Description
A quick and tasty meal that combines comforting ramen flavors with colorful vegetables and tender chicken, perfect for busy nights.
Ingredients
- 2 packages (6 oz each) ramen noodles, seasoning packets discarded
- 1 lb boneless, skinless chicken thighs, cut into bite-sized pieces
- 2 tbsp vegetable oil
- 1 red bell pepper, sliced
- 1 cup snap peas
- 1 carrot, julienned
- 3 cloves garlic, minced
- 1 tbsp ginger, minced
- 3 green onions, sliced (white and green parts separated)
- 1/4 cup soy sauce
- 2 tbsp oyster sauce
- 1 tbsp sesame oil
- 1 tsp sugar
- 1/4 tsp white pepper
Instructions
- Bring a pot of water to boil for the ramen noodles.
- In a small bowl, mix the soy sauce, oyster sauce, sesame oil, sugar, and white pepper to make the sauce. Set aside.
- Heat 1 tablespoon of vegetable oil in a large wok or skillet over high heat.
- Add the chicken pieces and stir-fry until golden brown and cooked through, about 5-6 minutes. Remove the chicken from the pan and set aside.
- In the same pan, add the remaining oil. Stir-fry the bell pepper, snap peas, and carrot for 2-3 minutes until they are crisp-tender.
- Add the minced garlic, ginger, and the white parts of the green onions. Stir-fry for another 30 seconds until fragrant.

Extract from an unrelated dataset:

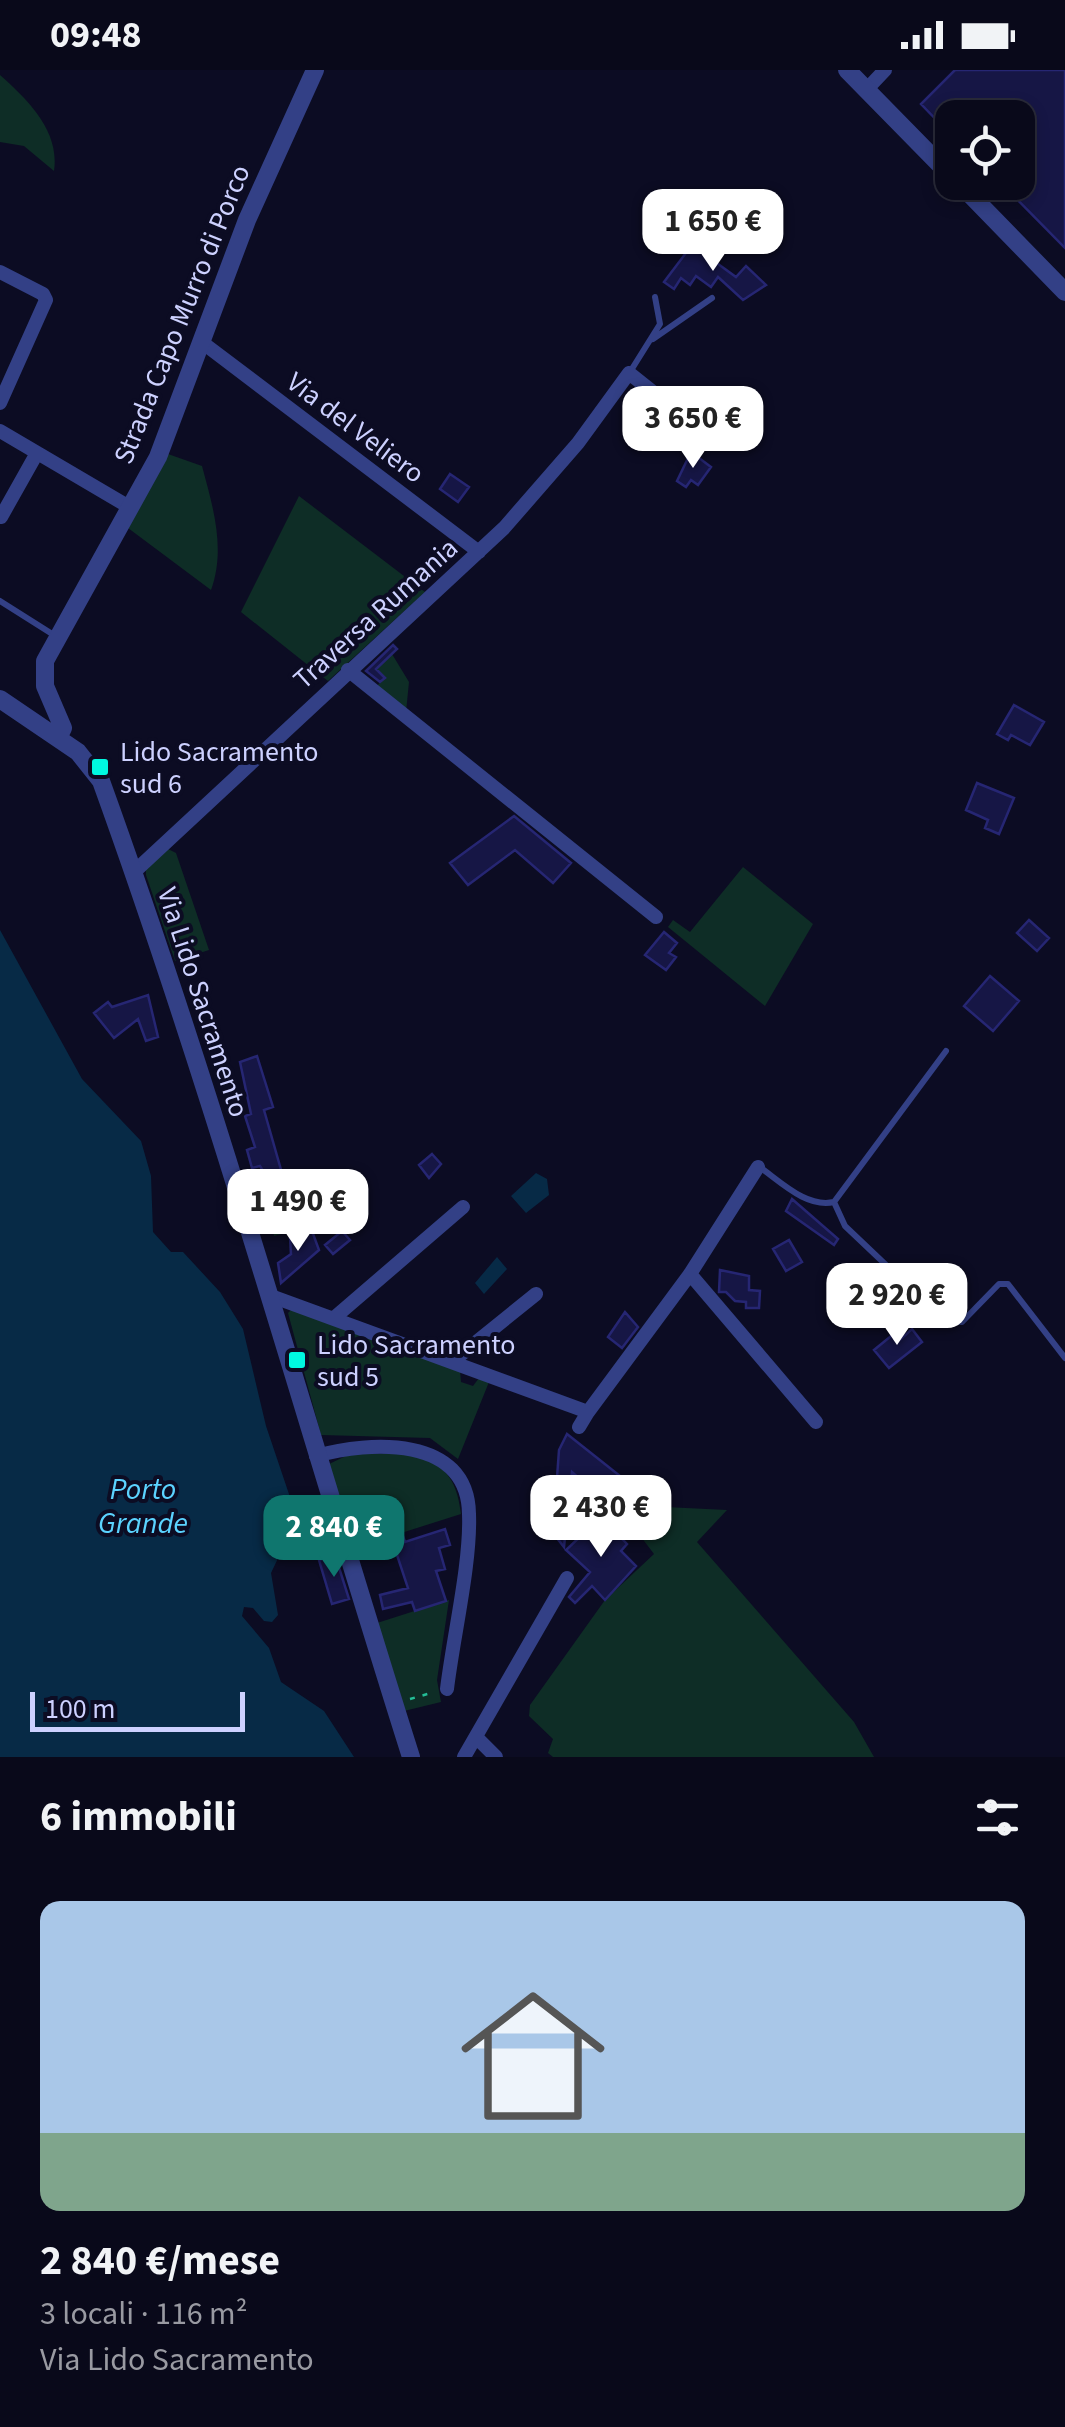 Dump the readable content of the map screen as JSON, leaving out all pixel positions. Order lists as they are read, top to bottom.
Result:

- Meanwhile, cook the ramen noodles in the boiling water for 2 minutes (slightly undercooked). Drain well.
- Add the cooked chicken back to the pan with the vegetables. Toss in the cooked ramen noodles and sauce. Stir-fry everything together for 2-3 minutes until well combined and heated through.
- Garnish with the green parts of the sliced green onions and serve hot.
Notes
Make sure not to overcook the noodles. Adjust vegetables based on your preference. This dish can be made with chicken breast for a leaner option.